▶ **Exercise directions**: Copy every record below exactly as written, but leave out the pictures.

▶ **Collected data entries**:
════════════════
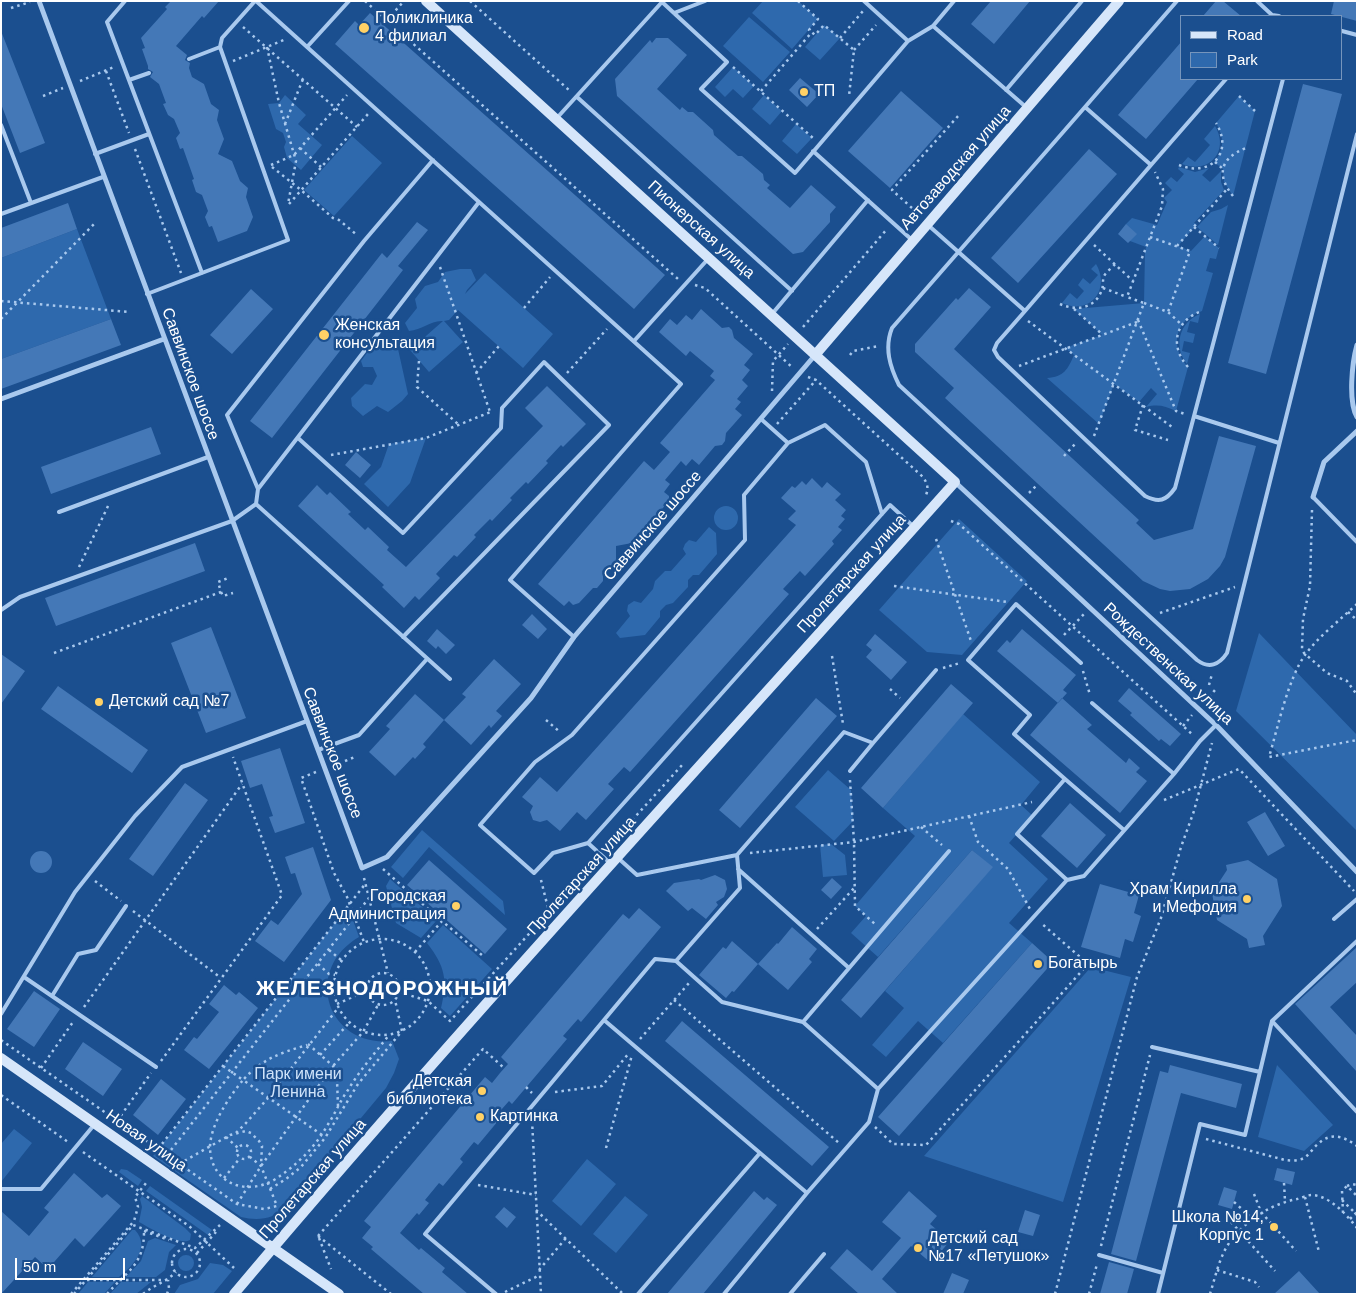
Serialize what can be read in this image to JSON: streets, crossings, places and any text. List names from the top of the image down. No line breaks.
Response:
{"streets":{"main road":["Автозаводская улица","Пионерская улица","Пролетарская улица","Новая улица"],"street":["Саввинское шоссе","Рождественская улица"]},"crossings":[["Автозаводская улица","Пионерская улица"],["Автозаводская улица","Саввинское шоссе"],["Пионерская улица","Саввинское шоссе"],["Пионерская улица","Пролетарская улица"],["Пионерская улица","Рождественская улица"],["Пролетарская улица","Рождественская улица"],["Пролетарская улица","Новая улица"]],"districts":["ЖЕЛЕЗНОДОРОЖНЫЙ"],"parks":["Парк имени Ленина"],"places":["Поликлиника 4 филиал","ТП","Женская консультация","Детский сад №7","Храм Кирилла и Мефодия","Городская Администрация","Богатырь","Детская библиотека","Картинка","Школа №14, Корпус 1","Детский сад №17 «Петушок»"],"legend":["Road","Park"],"scale_bar":"50 m"}
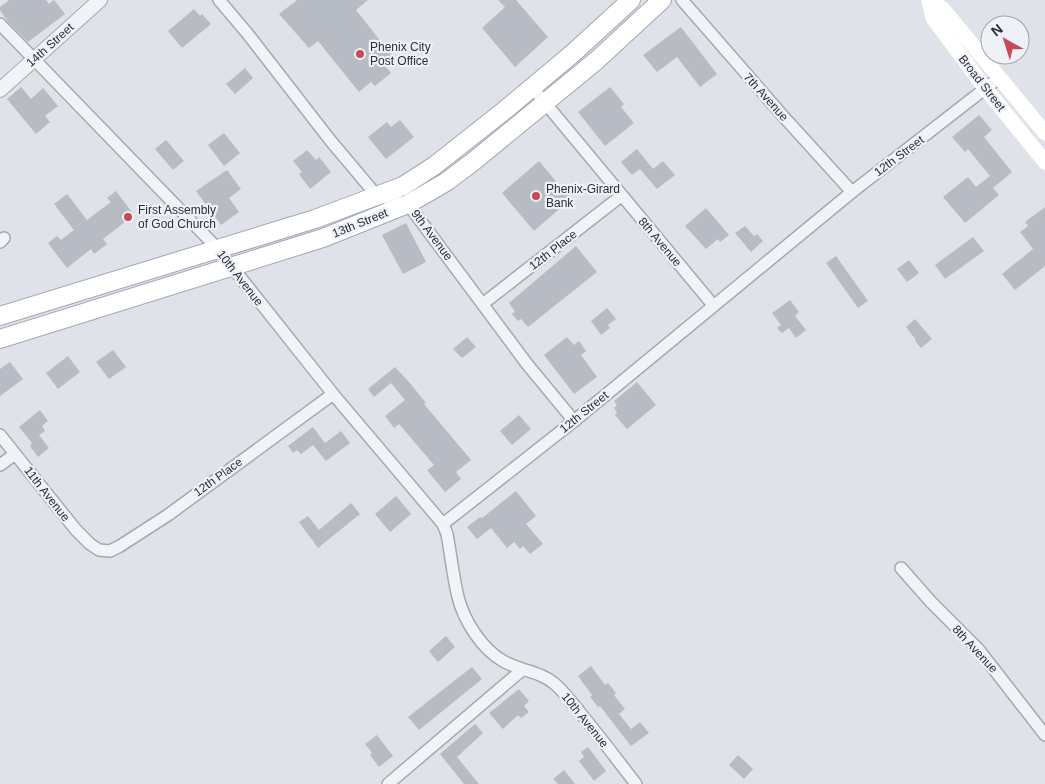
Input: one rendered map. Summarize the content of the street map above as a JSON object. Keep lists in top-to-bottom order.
{
  "streets": {
    "main road": ["Broad Street", "13th Street"],
    "street": [
      "14th Street",
      "7th Avenue",
      "12th Street",
      "9th Avenue",
      "8th Avenue",
      "12th Place",
      "10th Avenue",
      "11th Avenue"
    ]
  },
  "crossings": [
    ["14th Street", "10th Avenue"],
    ["Broad Street", "12th Street"],
    ["7th Avenue", "12th Street"],
    ["12th Street", "9th Avenue"],
    ["12th Street", "8th Avenue"],
    ["12th Street", "10th Avenue"],
    ["13th Street", "9th Avenue"],
    ["13th Street", "8th Avenue"],
    ["13th Street", "10th Avenue"],
    ["9th Avenue", "12th Place"],
    ["8th Avenue", "12th Place"],
    ["12th Place", "10th Avenue"],
    ["12th Place", "11th Avenue"]
  ],
  "places": ["Phenix City Post Office", "Phenix-Girard Bank", "First Assembly of God Church"],
  "north": "top left"
}
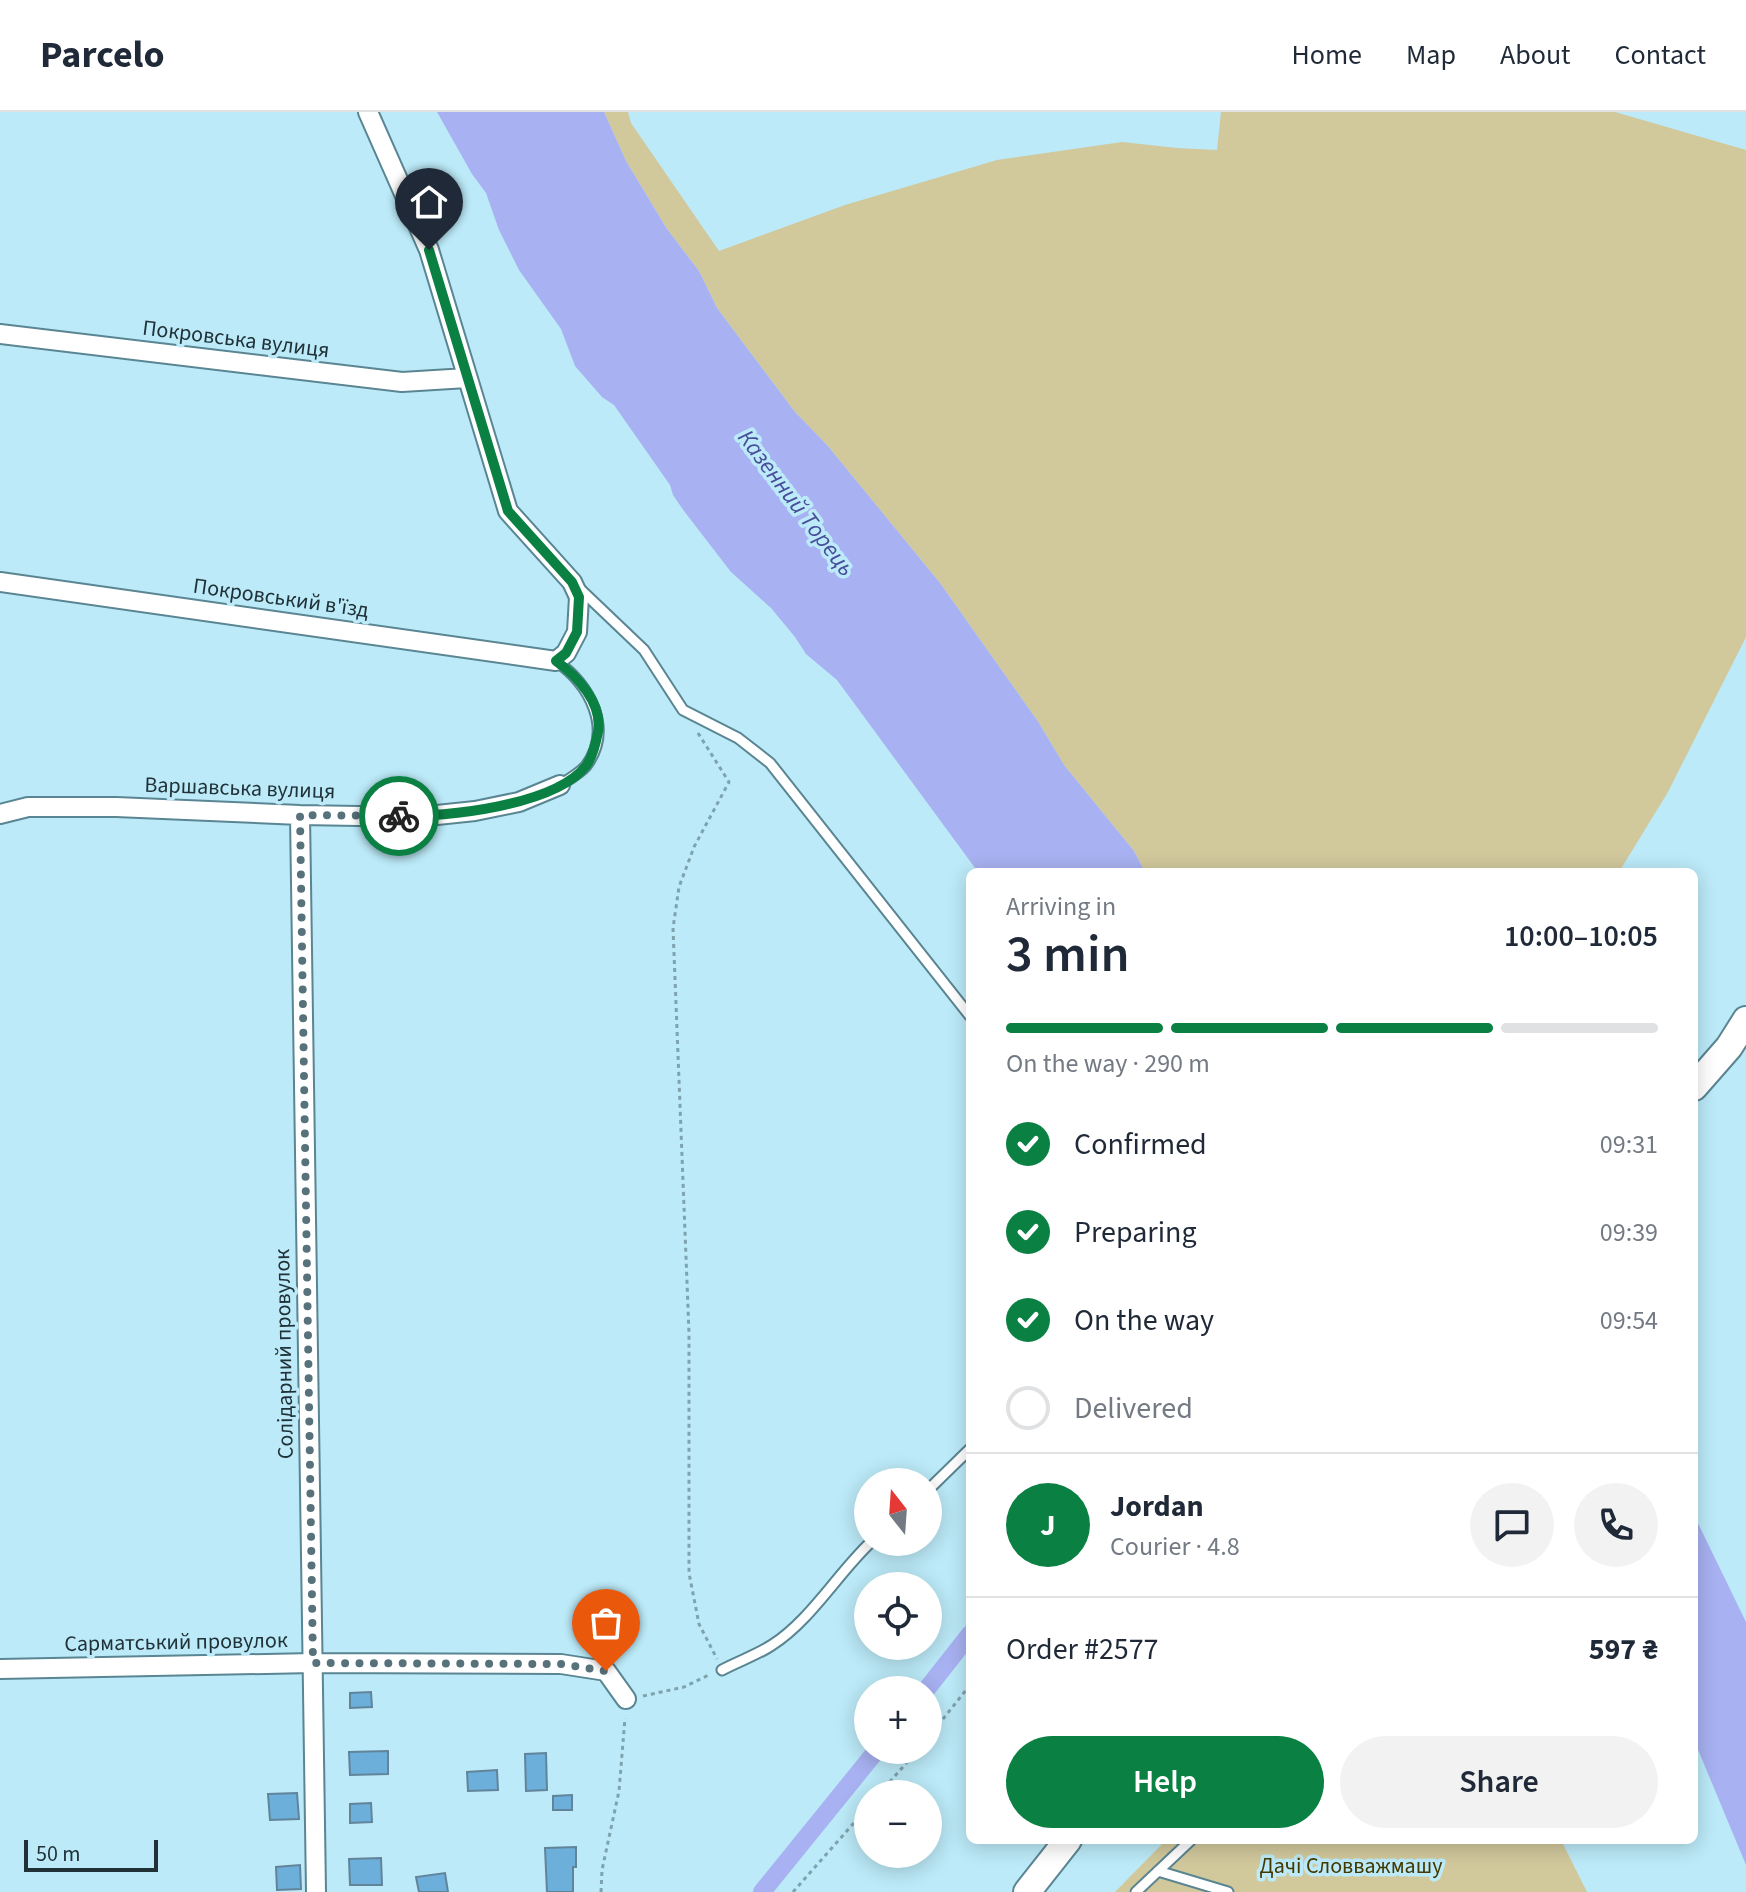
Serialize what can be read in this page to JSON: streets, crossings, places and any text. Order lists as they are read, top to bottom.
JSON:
{
  "streets": {
    "street": [
      "Покровська вулиця",
      "Покровський в'їзд",
      "Варшавська вулиця",
      "Солідарний провулок",
      "Сарматський провулок"
    ]
  },
  "crossings": [
    ["Покровський в'їзд", "Варшавська вулиця"],
    ["Варшавська вулиця", "Солідарний провулок"],
    ["Солідарний провулок", "Сарматський провулок"]
  ],
  "water": ["Казенний Торець"],
  "parks": ["Дачі Словважмашу"],
  "scale_bar": "50 m",
  "north": "top",
  "page": {
    "header": "Parcelo",
    "nav": [
      "Home",
      "Map",
      "About",
      "Contact"
    ],
    "heading": ["3 min", "Arriving in", "10:00–10:05"],
    "panel": [
      "Jordan",
      "Courier · 4.8",
      "Order #2577",
      "597 ₴"
    ],
    "bar": "On the way · 290 m",
    "list": [
      ["Confirmed", "09:31"],
      ["Preparing", "09:39"],
      ["On the way", "09:54"],
      "Delivered"
    ],
    "map_buttons": ["+", "−"],
    "round": "J",
    "buttons": ["Help", "Share"],
    "scale": "50 m"
  }
}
════════════════
▶ **Worked solution**:
Serialize what can be read in this image to JSON: streets, crossings, places and any text. List names from the top of the image down. No line breaks.
Response:
{"streets":{"main road":["Автозаводская улица","Пионерская улица","Пролетарская улица","Новая улица"],"street":["Саввинское шоссе","Рождественская улица"]},"crossings":[["Автозаводская улица","Пионерская улица"],["Автозаводская улица","Саввинское шоссе"],["Пионерская улица","Саввинское шоссе"],["Пионерская улица","Пролетарская улица"],["Пионерская улица","Рождественская улица"],["Пролетарская улица","Рождественская улица"],["Пролетарская улица","Новая улица"]],"districts":["ЖЕЛЕЗНОДОРОЖНЫЙ"],"parks":["Парк имени Ленина"],"places":["Поликлиника 4 филиал","ТП","Женская консультация","Детский сад №7","Храм Кирилла и Мефодия","Городская Администрация","Богатырь","Детская библиотека","Картинка","Школа №14, Корпус 1","Детский сад №17 «Петушок»"],"legend":["Road","Park"],"scale_bar":"50 m"}
Input: one rendered map. Summarize the content of the street map above as a JSON object. Keep lists in top-to-bottom order.
{
  "streets": {
    "main road": ["Broad Street", "13th Street"],
    "street": [
      "14th Street",
      "7th Avenue",
      "12th Street",
      "9th Avenue",
      "8th Avenue",
      "12th Place",
      "10th Avenue",
      "11th Avenue"
    ]
  },
  "crossings": [
    ["14th Street", "10th Avenue"],
    ["Broad Street", "12th Street"],
    ["7th Avenue", "12th Street"],
    ["12th Street", "9th Avenue"],
    ["12th Street", "8th Avenue"],
    ["12th Street", "10th Avenue"],
    ["13th Street", "9th Avenue"],
    ["13th Street", "8th Avenue"],
    ["13th Street", "10th Avenue"],
    ["9th Avenue", "12th Place"],
    ["8th Avenue", "12th Place"],
    ["12th Place", "10th Avenue"],
    ["12th Place", "11th Avenue"]
  ],
  "places": ["Phenix City Post Office", "Phenix-Girard Bank", "First Assembly of God Church"],
  "north": "top left"
}
Serialize what can be read in this page to JSON: streets, crossings, places and any text. Order lists as they are read, top to bottom.
JSON:
{
  "streets": {
    "street": [
      "Покровська вулиця",
      "Покровський в'їзд",
      "Варшавська вулиця",
      "Солідарний провулок",
      "Сарматський провулок"
    ]
  },
  "crossings": [
    ["Покровський в'їзд", "Варшавська вулиця"],
    ["Варшавська вулиця", "Солідарний провулок"],
    ["Солідарний провулок", "Сарматський провулок"]
  ],
  "water": ["Казенний Торець"],
  "parks": ["Дачі Словважмашу"],
  "scale_bar": "50 m",
  "north": "top",
  "page": {
    "header": "Parcelo",
    "nav": [
      "Home",
      "Map",
      "About",
      "Contact"
    ],
    "heading": ["3 min", "Arriving in", "10:00–10:05"],
    "panel": [
      "Jordan",
      "Courier · 4.8",
      "Order #2577",
      "597 ₴"
    ],
    "bar": "On the way · 290 m",
    "list": [
      ["Confirmed", "09:31"],
      ["Preparing", "09:39"],
      ["On the way", "09:54"],
      "Delivered"
    ],
    "map_buttons": ["+", "−"],
    "round": "J",
    "buttons": ["Help", "Share"],
    "scale": "50 m"
  }
}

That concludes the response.